А.Н.: Нет, у меня был период, а потом я посмотрел, что это все туфта, ерунда. Мне показалось, что это вещь не совсем правильная, потому что прошло то время, когда писались стоящие дневники. Нормально без этого. Вот у нас были «ахматовские сироты»: Бобышев, Бродский, Найман и Рейн, и никто дневников не вел. Я думаю, это было веление времени. А писать вещи, о которых не нужно писать – я не подрядился открывать душу. К тому же, на любые воспоминания, бытовые, найдется человек, который скажет, что это было не так, он был не точен.
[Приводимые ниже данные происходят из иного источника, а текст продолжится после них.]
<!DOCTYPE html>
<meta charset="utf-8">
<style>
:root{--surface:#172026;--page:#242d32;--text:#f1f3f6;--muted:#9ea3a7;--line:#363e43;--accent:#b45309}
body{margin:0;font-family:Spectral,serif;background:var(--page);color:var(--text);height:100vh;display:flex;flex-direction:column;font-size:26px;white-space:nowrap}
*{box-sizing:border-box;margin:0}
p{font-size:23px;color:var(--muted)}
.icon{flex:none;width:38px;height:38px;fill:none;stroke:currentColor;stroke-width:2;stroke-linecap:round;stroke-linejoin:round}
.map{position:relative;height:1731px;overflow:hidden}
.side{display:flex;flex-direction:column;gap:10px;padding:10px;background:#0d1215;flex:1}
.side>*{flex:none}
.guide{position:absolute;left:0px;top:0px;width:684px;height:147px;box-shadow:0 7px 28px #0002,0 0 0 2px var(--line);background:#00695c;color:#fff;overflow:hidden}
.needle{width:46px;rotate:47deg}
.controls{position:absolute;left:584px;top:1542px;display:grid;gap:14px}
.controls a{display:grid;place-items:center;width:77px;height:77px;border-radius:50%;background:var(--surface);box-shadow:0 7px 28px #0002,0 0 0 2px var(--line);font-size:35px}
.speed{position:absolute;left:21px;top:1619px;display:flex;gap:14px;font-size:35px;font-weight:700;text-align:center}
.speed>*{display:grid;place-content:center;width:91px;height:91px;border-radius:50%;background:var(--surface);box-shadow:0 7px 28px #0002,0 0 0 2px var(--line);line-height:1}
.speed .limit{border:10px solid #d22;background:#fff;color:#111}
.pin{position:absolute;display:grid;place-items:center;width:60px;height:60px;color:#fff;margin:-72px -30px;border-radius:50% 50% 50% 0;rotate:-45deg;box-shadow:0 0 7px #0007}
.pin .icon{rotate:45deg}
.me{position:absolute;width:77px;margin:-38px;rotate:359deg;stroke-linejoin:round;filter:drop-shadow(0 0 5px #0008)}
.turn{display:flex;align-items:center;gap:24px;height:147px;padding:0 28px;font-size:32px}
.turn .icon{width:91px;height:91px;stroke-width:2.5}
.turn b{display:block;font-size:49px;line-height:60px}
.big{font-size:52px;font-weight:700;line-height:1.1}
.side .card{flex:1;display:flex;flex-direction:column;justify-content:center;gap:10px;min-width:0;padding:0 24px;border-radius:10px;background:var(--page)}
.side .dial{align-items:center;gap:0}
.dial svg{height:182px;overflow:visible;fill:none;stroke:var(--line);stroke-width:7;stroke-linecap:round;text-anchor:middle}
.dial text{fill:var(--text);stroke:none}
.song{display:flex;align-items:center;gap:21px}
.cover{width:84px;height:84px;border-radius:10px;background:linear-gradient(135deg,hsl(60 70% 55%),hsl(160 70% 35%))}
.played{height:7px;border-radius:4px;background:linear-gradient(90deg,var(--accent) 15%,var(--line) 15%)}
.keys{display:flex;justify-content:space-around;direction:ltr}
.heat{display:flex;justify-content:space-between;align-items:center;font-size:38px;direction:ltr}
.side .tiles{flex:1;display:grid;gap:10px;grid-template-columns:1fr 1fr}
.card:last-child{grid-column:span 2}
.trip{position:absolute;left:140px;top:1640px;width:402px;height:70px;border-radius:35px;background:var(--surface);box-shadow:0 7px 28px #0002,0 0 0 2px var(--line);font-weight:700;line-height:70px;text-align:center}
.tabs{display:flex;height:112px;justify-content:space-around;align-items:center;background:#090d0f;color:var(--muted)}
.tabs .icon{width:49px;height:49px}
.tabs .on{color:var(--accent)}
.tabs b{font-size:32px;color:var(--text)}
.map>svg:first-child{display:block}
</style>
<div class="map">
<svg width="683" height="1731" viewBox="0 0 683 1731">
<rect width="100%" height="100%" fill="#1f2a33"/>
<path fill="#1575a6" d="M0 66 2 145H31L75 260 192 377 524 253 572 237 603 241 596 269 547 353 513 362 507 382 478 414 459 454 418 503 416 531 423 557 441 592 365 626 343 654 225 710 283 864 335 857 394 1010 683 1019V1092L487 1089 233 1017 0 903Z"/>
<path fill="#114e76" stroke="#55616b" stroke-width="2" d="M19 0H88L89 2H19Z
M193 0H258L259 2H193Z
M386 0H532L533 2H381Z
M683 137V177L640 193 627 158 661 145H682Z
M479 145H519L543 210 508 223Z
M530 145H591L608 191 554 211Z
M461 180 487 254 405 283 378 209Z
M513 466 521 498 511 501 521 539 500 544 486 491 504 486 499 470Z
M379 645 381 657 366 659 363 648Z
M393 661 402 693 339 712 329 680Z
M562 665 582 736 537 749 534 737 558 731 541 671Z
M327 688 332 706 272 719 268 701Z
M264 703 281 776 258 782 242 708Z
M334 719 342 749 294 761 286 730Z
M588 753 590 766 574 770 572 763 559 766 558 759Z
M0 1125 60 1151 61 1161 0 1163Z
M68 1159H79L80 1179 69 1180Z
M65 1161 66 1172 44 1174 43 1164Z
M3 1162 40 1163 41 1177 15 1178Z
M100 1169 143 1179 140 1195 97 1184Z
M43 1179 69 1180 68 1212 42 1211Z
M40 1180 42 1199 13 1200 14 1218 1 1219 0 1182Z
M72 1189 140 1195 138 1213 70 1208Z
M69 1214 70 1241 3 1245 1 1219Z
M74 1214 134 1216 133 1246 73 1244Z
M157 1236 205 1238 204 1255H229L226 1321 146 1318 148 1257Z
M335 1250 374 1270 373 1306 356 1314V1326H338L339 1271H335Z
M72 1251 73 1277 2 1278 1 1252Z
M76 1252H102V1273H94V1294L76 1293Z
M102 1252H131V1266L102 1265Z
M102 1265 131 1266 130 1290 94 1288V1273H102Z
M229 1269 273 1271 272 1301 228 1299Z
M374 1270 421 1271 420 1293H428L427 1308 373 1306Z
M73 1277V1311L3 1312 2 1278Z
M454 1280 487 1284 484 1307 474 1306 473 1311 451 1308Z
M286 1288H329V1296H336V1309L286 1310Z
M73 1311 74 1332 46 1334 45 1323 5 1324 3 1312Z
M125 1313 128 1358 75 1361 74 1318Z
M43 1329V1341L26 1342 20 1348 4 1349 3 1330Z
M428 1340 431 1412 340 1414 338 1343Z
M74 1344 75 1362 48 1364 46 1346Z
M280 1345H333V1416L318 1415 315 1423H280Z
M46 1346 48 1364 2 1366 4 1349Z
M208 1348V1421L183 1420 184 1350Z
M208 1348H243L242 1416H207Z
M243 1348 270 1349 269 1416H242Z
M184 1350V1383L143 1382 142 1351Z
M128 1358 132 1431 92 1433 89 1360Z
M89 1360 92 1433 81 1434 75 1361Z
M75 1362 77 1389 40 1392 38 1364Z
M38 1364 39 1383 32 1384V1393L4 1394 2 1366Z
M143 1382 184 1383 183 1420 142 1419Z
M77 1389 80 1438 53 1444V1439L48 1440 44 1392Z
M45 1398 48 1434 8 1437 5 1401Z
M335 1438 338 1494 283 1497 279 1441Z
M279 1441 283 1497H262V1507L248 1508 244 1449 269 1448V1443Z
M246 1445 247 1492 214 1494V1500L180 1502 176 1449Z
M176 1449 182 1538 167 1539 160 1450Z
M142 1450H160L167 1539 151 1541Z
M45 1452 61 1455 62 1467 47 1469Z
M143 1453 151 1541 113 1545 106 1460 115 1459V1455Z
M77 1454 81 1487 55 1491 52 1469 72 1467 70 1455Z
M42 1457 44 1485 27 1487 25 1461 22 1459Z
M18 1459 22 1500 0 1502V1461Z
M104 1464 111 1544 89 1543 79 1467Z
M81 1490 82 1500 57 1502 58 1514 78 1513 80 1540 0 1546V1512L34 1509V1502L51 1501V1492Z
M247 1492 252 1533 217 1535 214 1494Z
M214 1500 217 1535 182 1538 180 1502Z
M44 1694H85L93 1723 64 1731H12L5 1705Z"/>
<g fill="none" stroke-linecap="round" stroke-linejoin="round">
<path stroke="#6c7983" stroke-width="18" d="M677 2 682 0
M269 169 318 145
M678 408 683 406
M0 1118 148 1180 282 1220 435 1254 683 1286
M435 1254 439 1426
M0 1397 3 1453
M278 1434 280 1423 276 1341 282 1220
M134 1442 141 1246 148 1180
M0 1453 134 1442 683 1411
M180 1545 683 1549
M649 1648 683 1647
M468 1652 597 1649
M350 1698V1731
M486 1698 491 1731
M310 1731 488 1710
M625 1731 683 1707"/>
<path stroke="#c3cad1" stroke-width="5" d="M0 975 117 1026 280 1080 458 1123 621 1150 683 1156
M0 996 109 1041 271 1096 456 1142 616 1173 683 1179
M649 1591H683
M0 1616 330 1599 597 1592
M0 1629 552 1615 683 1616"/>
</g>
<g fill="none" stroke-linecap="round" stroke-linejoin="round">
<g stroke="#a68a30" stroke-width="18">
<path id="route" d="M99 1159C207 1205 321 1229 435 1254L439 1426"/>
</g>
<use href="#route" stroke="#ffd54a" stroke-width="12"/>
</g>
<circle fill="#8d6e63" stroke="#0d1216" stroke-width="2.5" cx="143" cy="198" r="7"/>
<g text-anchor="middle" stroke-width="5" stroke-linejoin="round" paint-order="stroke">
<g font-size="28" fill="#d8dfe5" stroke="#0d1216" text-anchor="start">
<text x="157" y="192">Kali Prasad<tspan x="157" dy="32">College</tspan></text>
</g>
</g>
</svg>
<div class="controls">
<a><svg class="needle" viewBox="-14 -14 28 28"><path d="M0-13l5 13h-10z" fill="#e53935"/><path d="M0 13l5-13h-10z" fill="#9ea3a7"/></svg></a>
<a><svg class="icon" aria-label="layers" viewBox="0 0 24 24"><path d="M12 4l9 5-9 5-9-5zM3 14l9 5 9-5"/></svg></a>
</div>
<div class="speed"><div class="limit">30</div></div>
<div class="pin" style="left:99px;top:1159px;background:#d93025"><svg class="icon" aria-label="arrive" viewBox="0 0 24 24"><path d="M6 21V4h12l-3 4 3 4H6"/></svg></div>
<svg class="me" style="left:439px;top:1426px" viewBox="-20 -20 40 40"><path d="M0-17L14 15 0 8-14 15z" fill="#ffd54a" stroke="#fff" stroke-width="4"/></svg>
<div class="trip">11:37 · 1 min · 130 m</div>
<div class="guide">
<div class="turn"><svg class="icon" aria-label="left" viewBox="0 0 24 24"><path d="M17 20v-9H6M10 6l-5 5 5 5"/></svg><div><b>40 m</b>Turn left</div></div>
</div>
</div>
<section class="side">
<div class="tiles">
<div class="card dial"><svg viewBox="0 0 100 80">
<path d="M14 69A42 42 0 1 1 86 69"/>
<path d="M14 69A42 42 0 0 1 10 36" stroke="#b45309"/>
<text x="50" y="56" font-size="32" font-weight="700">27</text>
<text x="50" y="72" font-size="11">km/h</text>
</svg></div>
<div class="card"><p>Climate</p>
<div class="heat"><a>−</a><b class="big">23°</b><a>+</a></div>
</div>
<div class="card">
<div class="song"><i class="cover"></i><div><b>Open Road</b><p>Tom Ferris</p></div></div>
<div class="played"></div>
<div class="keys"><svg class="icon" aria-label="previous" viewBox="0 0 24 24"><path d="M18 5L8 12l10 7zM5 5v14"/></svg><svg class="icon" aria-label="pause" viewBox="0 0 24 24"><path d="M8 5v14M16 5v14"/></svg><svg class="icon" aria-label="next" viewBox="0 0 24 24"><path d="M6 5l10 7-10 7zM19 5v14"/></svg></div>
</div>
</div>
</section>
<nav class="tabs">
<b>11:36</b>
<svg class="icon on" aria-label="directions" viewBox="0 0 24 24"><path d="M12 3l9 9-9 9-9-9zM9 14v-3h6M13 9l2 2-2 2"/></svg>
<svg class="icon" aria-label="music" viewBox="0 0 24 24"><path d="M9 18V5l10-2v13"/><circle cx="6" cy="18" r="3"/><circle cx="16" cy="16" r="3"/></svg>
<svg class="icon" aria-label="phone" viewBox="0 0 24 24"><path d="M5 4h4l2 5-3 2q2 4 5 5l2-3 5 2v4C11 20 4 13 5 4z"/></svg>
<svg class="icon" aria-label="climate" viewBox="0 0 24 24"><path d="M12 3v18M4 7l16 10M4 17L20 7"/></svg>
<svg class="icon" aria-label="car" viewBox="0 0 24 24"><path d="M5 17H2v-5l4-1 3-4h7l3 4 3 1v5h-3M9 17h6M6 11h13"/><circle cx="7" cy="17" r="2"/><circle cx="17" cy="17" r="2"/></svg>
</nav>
Это вообще не имеет значения.
- Что скажете про блатные песни?
А.Н.: Я жил в Ленинграде. Мы были и есть знакомы с Евтушенко. Был на его концерте, и он читает: «Интеллигенция поет блатные песни. Блатные, а не песни Красной Пресне». И мне это очень не понравилось, захотелось уйти.
- У вас спрашивают: ваш любимый поэт?
А.Н.: Ну чего там долго думать: Пушкин, да? Нет, Лермонтов!
- Спросите Наймана, считает ли он, что литература должна воспитывать? Кого и как должна воспитывать литература, видимо, в школе.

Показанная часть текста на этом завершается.